ASSIGNMENT: Return a copy of every line in the data below that contains "radius".

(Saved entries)
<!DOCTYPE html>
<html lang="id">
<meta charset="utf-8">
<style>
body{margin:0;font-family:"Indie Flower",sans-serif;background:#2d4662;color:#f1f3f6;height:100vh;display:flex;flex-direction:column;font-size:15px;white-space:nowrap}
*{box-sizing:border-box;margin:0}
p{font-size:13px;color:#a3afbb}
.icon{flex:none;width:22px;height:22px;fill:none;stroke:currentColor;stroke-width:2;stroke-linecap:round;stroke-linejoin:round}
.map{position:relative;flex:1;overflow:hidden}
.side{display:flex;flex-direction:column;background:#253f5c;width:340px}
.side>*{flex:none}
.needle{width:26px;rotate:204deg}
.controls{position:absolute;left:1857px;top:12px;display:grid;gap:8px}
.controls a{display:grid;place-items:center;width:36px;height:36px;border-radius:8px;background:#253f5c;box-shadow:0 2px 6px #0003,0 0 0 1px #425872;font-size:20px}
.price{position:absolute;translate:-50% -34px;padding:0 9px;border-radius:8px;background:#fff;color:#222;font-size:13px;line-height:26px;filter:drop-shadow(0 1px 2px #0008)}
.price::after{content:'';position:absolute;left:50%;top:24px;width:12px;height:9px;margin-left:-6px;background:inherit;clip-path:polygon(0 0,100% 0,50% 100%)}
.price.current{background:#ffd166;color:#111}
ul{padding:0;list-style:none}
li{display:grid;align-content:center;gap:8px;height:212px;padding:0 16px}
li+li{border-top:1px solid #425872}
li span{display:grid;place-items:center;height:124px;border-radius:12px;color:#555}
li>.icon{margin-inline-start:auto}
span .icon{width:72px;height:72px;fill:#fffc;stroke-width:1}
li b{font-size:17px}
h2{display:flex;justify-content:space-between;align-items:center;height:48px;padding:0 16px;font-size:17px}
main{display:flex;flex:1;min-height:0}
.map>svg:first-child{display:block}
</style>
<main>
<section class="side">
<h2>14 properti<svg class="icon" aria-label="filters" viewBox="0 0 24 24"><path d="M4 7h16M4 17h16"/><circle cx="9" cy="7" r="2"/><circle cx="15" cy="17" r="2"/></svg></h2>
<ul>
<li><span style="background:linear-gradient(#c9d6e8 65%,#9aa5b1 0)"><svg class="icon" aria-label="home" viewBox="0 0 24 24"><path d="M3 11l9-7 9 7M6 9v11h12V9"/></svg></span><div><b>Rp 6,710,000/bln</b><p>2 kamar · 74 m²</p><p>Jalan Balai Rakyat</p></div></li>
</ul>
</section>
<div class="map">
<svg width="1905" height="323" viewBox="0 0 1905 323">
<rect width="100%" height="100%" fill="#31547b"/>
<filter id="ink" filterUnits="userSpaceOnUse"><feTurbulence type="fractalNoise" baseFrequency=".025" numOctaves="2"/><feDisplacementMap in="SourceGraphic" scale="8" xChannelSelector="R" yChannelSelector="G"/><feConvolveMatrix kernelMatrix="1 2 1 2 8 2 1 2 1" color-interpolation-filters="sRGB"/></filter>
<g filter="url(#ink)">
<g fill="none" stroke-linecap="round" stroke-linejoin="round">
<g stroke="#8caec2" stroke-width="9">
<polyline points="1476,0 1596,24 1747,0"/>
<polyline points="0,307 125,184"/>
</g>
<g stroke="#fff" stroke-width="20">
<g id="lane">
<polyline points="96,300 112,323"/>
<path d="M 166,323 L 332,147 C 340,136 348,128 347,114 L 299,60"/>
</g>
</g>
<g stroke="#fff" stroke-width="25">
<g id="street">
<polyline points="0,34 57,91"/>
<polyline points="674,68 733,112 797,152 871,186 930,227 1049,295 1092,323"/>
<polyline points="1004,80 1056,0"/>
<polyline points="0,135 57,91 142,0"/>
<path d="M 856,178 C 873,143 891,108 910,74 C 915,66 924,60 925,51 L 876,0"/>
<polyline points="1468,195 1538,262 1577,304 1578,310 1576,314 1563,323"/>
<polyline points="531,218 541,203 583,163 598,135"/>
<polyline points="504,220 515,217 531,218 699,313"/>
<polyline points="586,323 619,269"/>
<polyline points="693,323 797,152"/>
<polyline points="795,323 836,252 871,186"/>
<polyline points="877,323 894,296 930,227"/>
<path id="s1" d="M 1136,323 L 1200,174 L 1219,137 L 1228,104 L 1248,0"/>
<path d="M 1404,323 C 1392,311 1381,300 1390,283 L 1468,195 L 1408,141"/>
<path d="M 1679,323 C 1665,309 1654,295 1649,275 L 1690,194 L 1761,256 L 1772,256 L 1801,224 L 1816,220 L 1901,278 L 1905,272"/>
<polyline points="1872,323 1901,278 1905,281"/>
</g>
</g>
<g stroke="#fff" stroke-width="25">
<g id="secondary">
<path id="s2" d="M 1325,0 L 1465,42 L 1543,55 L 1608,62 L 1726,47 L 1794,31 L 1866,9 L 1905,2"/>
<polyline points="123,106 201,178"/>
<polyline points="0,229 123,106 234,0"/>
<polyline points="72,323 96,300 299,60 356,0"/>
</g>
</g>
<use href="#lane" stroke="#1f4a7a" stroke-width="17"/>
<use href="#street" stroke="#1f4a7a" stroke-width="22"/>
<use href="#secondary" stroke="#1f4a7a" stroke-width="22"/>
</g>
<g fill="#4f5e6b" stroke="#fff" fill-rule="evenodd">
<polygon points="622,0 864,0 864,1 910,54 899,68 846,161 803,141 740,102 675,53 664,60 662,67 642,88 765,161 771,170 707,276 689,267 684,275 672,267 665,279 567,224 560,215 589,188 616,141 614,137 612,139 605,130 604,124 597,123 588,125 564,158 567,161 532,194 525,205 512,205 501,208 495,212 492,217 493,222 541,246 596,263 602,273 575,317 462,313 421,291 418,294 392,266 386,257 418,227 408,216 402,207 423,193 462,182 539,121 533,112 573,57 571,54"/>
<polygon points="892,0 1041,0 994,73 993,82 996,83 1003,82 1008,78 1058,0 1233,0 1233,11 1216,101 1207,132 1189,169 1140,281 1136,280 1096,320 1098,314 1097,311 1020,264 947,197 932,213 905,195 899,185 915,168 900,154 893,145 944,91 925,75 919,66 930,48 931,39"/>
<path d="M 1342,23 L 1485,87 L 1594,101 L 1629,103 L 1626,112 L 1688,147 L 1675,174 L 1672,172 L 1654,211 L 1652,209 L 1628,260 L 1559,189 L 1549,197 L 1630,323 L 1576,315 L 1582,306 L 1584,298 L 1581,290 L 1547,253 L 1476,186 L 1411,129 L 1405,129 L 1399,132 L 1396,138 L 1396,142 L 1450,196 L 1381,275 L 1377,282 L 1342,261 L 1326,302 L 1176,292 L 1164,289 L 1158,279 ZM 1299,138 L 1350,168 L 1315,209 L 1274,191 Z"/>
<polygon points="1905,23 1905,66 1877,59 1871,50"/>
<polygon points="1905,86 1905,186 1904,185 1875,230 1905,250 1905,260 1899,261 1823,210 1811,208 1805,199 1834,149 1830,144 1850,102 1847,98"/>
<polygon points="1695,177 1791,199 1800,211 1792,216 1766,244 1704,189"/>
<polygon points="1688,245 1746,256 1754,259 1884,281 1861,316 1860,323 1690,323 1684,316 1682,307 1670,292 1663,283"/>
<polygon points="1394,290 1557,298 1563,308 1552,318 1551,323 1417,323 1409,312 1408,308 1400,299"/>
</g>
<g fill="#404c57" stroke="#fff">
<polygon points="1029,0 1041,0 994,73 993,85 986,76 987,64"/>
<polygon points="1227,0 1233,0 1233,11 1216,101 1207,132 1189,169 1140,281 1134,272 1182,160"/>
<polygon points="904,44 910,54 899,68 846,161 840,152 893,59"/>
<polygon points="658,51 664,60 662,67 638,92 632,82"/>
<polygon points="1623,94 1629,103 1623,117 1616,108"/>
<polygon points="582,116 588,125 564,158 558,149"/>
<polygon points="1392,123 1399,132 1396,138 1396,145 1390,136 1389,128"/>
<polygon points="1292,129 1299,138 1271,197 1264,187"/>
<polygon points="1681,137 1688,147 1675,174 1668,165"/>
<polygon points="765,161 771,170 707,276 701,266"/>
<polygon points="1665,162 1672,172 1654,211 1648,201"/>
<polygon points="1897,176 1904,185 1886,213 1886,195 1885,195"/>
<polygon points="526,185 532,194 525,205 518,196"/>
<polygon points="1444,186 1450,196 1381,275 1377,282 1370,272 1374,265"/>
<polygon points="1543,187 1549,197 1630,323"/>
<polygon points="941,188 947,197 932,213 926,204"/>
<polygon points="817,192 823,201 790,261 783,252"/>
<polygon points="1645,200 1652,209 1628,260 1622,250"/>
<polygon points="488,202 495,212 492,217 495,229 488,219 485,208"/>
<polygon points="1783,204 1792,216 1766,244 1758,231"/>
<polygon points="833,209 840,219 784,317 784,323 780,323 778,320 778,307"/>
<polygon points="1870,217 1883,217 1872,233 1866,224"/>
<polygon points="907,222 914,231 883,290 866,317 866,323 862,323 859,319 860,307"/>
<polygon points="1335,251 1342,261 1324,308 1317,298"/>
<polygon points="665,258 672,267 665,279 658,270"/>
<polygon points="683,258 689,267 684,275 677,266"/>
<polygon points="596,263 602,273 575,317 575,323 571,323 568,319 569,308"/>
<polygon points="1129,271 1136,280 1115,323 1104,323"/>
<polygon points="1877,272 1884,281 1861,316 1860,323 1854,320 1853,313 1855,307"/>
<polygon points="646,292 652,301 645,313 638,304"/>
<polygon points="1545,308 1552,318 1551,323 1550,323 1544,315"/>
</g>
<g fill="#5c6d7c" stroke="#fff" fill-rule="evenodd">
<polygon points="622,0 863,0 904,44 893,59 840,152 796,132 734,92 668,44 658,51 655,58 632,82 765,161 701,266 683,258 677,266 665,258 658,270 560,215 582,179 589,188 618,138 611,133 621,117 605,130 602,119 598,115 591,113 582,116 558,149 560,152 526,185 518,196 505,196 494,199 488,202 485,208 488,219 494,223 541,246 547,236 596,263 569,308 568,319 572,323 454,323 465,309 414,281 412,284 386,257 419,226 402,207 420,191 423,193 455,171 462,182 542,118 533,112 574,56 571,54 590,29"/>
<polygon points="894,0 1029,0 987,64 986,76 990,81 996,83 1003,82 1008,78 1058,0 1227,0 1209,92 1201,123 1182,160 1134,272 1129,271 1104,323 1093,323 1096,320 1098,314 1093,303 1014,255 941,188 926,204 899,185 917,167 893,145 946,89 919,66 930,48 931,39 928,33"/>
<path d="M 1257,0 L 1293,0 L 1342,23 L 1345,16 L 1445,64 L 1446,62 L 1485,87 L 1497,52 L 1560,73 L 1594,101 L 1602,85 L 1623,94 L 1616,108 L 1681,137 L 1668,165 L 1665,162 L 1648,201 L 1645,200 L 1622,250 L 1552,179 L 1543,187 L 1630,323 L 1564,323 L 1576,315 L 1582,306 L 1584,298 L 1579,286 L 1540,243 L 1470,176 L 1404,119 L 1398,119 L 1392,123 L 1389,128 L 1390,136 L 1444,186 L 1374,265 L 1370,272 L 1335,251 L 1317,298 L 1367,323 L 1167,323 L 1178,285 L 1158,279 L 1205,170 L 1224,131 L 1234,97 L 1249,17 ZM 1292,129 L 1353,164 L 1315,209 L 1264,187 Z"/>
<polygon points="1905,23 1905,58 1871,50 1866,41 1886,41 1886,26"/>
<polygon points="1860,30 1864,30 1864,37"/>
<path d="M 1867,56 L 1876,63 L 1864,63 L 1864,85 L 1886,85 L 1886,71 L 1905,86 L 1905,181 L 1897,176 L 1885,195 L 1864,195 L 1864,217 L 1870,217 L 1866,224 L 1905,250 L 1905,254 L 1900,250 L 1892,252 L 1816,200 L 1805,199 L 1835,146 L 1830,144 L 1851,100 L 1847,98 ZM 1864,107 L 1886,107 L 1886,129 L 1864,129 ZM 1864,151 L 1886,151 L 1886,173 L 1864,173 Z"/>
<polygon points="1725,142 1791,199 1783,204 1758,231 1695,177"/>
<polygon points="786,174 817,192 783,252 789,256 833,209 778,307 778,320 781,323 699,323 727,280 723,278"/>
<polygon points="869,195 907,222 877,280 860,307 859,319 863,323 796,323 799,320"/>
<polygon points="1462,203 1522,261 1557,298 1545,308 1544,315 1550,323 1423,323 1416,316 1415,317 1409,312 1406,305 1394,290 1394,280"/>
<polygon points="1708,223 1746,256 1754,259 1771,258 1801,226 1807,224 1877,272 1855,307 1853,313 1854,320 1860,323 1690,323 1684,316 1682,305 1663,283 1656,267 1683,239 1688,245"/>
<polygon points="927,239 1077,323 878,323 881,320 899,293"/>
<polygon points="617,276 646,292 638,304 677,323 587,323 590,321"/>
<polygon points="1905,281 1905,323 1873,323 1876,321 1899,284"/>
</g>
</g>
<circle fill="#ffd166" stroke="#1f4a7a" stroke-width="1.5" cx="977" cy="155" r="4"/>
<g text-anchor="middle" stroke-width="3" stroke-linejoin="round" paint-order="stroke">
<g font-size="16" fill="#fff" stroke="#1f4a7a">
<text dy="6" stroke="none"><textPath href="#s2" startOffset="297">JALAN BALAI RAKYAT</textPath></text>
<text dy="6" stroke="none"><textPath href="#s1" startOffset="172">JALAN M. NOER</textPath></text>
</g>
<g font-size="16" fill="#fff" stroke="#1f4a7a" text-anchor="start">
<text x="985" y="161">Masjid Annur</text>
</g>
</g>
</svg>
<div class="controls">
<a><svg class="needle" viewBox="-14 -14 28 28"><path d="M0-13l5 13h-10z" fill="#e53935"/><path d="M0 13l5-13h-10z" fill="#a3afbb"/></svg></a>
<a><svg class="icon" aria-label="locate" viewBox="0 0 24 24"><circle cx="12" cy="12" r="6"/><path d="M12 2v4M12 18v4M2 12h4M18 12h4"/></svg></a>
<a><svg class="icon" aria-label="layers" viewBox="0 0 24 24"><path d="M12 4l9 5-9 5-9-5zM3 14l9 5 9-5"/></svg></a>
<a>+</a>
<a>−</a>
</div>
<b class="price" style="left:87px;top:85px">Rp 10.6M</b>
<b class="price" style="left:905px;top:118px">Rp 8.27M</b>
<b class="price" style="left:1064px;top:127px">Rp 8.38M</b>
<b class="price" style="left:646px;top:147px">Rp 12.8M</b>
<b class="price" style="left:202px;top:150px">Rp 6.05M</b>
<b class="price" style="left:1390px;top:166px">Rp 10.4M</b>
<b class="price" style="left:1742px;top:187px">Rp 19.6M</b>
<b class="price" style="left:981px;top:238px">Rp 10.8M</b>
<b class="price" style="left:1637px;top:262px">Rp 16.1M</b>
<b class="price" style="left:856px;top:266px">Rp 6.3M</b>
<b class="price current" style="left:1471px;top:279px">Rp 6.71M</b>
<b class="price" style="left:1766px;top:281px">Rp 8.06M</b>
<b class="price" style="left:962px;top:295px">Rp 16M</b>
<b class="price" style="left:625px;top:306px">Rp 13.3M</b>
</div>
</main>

EXERCISE SOLUTION:
.controls a{display:grid;place-items:center;width:36px;height:36px;border-radius:8px;background:#253f5c;box-shadow:0 2px 6px #0003,0 0 0 1px #425872;font-size:20px}
.price{position:absolute;translate:-50% -34px;padding:0 9px;border-radius:8px;background:#fff;color:#222;font-size:13px;line-height:26px;filter:drop-shadow(0 1px 2px #0008)}
li span{display:grid;place-items:center;height:124px;border-radius:12px;color:#555}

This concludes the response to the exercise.